Evangeline opened her eyes.
The lifeless statue hadn’t changed. She knew statues didn’t generally move. Yet she couldn’t help but think that it should have done something—shifted or spoken or moved its marble eyes. “Please, I know you understand heartbreak. Stop Luc from marrying Marisol. Save my heart from breaking again.”
“Now, that was a pathetic speech.” Two slow claps followed the indolent voice, which sounded just a few feet away.
Evangeline spun around, all the blood draining from her face. She didn’t expect to see him—the young man who’d been tearing his clothes in the back of the church. Although it was difficult to believe this was the same person.
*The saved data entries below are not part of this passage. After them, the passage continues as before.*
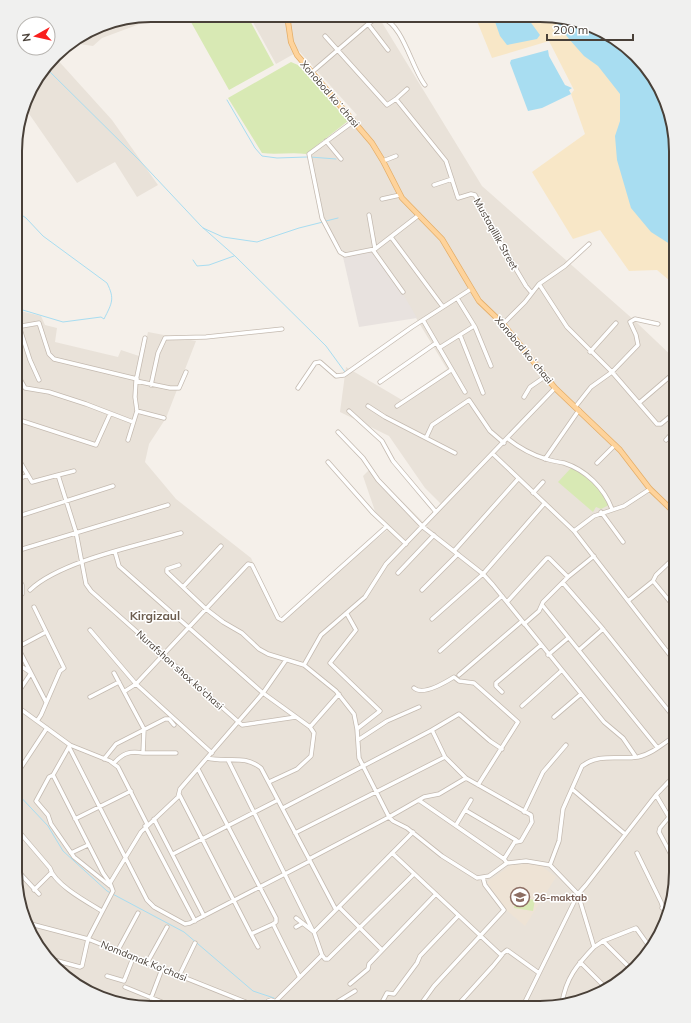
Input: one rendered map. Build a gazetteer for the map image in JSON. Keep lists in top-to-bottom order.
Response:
{
  "streets": {
    "main road": ["Xonobod koʻchasi"],
    "street": ["Mustaqillik Street", "Nurafshon shox ko'chasi", "Nomdanak Ko'chasi"]
  },
  "districts": ["Kirgizaul"],
  "places": {
    "school or university": ["26-maktab"]
  },
  "scale_bar": "200 m",
  "north": "left"
}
She had thought that boy was in agony, but he must have ripped away his pain along with the sleeves of his jacket, which now hung in tatters over a striped black-and-white shirt that was only halfway tucked into his breeches.
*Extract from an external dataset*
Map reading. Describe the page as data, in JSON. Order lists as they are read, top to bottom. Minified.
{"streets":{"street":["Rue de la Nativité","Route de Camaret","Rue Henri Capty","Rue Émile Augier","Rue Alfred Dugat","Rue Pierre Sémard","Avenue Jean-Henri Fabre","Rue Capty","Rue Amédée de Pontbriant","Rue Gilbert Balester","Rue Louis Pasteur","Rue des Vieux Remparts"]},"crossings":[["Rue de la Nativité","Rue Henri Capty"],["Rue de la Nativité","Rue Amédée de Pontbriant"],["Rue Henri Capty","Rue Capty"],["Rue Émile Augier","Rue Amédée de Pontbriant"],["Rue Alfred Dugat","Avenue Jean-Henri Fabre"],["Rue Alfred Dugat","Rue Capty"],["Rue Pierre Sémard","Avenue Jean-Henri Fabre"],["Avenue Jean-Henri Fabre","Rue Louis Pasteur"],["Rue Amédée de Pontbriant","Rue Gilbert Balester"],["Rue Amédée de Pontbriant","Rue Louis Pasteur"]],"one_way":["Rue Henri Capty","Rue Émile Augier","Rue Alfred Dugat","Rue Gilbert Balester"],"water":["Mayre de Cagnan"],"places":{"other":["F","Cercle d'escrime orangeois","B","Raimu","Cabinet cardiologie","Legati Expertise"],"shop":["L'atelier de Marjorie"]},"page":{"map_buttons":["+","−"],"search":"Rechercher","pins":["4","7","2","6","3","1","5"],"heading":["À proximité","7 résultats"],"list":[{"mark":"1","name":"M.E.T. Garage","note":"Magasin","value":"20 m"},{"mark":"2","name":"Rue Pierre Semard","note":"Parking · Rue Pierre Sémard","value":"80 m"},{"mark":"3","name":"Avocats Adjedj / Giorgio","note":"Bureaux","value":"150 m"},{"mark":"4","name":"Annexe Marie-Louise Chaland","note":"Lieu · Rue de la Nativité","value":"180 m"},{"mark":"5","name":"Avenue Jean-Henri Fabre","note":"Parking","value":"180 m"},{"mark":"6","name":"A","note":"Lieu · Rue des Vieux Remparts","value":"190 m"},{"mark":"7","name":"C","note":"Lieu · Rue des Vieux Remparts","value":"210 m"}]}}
He sat on the dais steps, lazily leaning against one of the pillars with his long, lean legs stretched out before him. His hair was golden and messy, his too-bright blue eyes were bloodshot, and his mouth twitched at the corner as if he didn’t enjoy much, but he found pleasure in the brief bit of pain he’d just inflicted upon her. He looked bored and rich and cruel.
“Would you like me to stand up and turn around so that you can take in the rest of me?” he taunted.
The color instantly returned to Evangeline’s cheeks. “We’re in a church.”
“What does that have to do with anything?” In one elegant move, the young man reached into the inner pocket of his ripped burgundy coat, pulled out a pure white apple, and took one bite. Dark red juice dripped from the fruit to his long, pale fingers and then onto the pristine marble steps.
“Don’t do that!” Evangeline hadn’t meant to yell. Although she wasn’t shy with strangers, she generally avoided quarrelling with them. But she couldn’t seem to help it with this crass young man. “You’re being disrespectful.”
“And you’re praying to an immortal who kills every girl he kisses. You really think he deserves any reverence?” The awful young man punctuated his words with another wide bite of his apple.
She tried to ignore him. She really did. But it was like some terrible magic had taken hold of her. Rather than marching off, Evangeline imagined the stranger taking her lips instead of his snack and kissing her with his fruit-sweet mouth until she died in his arms.
No. It couldn’t be …
“You’re staring again,” he purred.
Evangeline immediately looked away, turning back to the marble carving. Minutes ago, its lips alone had made her heart race, but now it just seemed like an ordinary statue, lifeless compared to this vicious young man.
“Personally, I think I’m far more handsome.” Suddenly, the young man stood right beside her.
Butterflies fluttered to life inside Evangeline’s stomach. Scared ones. All frantic wings and too-fast beats, warning her to get out of there, to run, to flee. But she couldn’t look away.
This close, he was undeniably attractive, and taller than she’d realized. He gave her a real smile, revealing a pair of dimples that briefly made him look more angel than devil. But she imagined even angels would need to beware of him. She could picture him flashing those deceptive dimples as he tricked an angel into losing its wings just so he could play with the feathers.
“It’s you,” she whispered. “You’re the Prince of Hearts.”